Il paese racchiuso in questa cinta muraria, rimasto immutato nel tempo,  presenta un brulichìo di rampe, di saliscendi,  di stretti carruggi le cui opposte facciate delle case sono a volte  unite  da archetti  in muratura, con  funzione antisismica, a  volte da  una vera e propria grotta su cui è costruita un’altra abitazione. Era il  bisogno di difesa che  faceva sorgere simili costruzioni.

Del Castello, una costruzione a se stante, sono rimaste solo  le  mura perimetrali, le  quali  non  permettono di capire quale potesse essere l'architettura interna  ( sembra che il castello non sia mai stato completato). Per coloro che volessero farsene una idea, si rimanda alla accurata descrizione che lo storiografo G. Rossi ci ha fornito del Castello  dei  Doria  di Dolceacqua.

Le  case  del nucleo  storico  Isolabona si  presentano quasi tutte strutturate in un modo particolare.

Normalmente  la casa da  abitazione è composta  da 4/5  vani, quasi sempre sovrapposti su 2/3 piani.  E' costruita in pietra e calce,  con spessi  muri perimetrali  (50/70 cm  e anche  più).  I soffitti sono a volta. Le finestre sono piuttosto piccole  e  non rispettano quasi mai una regolare simmetria edilizia esterna. Al piano terra si  trovano uno o  più locali adibiti a stalla o deposito  per foraggi, prodotti  della terra e  attrezzi  agricoli oppure  a  cantina.  Le porte,  non  sempre  munite di  serratura, venivano  un tempo  chiuse dalla  tartavala, un  piolo di  legno dentellato,  situato  orizzontalmente  dietro la  porta,  a  mezza altezza, che veniva azionato dall'esterno per mezzo di un  ferro  uncinato. 

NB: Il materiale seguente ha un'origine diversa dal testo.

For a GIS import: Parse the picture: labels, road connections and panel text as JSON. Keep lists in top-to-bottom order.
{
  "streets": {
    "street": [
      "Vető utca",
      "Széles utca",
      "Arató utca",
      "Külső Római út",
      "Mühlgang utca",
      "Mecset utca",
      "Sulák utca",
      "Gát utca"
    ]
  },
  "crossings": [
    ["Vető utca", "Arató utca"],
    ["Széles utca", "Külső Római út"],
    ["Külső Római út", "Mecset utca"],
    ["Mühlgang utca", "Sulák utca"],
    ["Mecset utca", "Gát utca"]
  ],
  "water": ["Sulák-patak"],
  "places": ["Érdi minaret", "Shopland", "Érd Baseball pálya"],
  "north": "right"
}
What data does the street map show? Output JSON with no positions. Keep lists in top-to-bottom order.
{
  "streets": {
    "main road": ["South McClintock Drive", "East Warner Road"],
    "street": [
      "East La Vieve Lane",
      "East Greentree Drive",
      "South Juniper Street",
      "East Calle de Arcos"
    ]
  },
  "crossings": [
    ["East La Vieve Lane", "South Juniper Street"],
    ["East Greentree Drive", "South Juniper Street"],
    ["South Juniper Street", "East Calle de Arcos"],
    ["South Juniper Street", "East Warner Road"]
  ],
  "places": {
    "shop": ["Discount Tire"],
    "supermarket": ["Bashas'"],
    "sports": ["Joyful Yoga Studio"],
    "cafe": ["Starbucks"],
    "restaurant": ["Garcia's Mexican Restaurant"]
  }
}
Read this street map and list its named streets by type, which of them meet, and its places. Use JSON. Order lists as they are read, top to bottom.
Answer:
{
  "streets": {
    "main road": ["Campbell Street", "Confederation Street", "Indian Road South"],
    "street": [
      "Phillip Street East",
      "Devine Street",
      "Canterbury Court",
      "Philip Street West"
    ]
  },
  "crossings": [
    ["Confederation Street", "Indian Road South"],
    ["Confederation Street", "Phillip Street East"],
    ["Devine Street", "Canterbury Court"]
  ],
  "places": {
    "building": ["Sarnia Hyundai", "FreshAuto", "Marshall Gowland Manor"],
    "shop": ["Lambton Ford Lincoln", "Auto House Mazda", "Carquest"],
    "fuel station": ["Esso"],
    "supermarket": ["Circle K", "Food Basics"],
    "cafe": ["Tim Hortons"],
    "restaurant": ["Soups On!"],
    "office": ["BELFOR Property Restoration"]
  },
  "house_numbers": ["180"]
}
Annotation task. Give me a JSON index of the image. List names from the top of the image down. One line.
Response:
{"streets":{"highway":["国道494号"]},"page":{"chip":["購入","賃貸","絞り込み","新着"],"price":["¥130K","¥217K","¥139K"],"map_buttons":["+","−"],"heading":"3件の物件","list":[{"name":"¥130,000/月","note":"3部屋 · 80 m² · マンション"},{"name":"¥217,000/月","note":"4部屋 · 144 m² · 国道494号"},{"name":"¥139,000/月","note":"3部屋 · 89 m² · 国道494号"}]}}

Si accede al primo piano mediante una scala in muratura, con scalini  in ardesia. La  prima rampa è quasi sempre esterna  e un piccolo  ballatoio forma l'ingresso  della casa. Il  vuoto formato sotto  la scala esterna  e sotto il  ballatoio dava origine  ad un minuscolo  vano chiamato stagetu, destinato al deposito di legna  o attrezzi.

La cucina era  generalmente al  primo  piano  e in  un muro perimetrale  stava il  camino dal  quale pendeva  una catena per agganciare marmitte,  padelloni,  in particolar  modo quelli per  cuocere le  castagne. Di  fronte ad  esso stava  un banco  in muratura su cui era appoggiata la seglia (secchia per l'acqua) e in cui era ricavato un pozzetto per la lavatura  quotidiana  delle stoviglie.  In un  angolo, bene  in vista,  stava u  bancää,  un mobile  a metà  fra la  cassapanca e la madia.  In ogni cucina  non mancavano mai i lumi a olio di caratteristica fattura, le lucerne, le  batterie di rame, il  mortaio ecc. Tra gli  strumenti del buon tempo antico è da notare vicino agli alari u sciüscietu, il soffietto, formato da un lungo tubo di ferro in cui si soffiava per alimentare le braci.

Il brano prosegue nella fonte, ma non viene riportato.